* **Your assignment**
Below are records; give the number of their lines that contain "Boulevard", and only that number.

(Dataset records)

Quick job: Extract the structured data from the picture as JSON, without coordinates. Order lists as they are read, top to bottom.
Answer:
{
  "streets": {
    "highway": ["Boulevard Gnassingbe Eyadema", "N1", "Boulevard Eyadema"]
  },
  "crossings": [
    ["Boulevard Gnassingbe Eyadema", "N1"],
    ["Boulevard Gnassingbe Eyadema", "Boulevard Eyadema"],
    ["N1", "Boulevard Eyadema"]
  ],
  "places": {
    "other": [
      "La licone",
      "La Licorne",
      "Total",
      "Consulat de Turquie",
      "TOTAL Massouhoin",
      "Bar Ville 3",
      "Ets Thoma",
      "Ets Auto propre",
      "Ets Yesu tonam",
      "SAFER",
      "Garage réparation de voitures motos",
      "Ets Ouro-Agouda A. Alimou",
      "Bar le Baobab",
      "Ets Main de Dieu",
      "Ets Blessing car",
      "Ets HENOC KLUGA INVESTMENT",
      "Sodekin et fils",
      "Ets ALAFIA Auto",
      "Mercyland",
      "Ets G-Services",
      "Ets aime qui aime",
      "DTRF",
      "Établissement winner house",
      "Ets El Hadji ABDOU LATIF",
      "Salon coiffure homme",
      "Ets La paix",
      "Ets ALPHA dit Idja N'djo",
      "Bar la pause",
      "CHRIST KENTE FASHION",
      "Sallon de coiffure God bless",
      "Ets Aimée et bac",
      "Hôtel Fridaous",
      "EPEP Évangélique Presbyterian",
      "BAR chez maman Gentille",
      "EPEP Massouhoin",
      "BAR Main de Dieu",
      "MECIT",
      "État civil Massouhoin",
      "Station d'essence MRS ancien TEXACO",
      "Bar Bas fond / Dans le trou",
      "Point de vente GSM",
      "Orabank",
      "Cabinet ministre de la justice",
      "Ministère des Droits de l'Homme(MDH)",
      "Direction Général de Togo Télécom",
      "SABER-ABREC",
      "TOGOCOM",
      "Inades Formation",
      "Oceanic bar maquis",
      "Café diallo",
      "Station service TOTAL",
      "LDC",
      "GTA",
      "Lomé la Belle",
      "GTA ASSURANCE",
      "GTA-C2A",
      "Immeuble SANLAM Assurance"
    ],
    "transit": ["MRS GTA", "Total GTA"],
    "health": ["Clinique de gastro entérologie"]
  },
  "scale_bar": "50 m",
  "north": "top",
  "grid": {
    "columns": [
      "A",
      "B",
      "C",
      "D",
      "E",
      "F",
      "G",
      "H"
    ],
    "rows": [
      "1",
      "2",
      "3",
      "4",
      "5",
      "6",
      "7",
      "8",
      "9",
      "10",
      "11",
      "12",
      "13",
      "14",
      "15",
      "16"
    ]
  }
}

(End Dataset records)

* **Output below**
4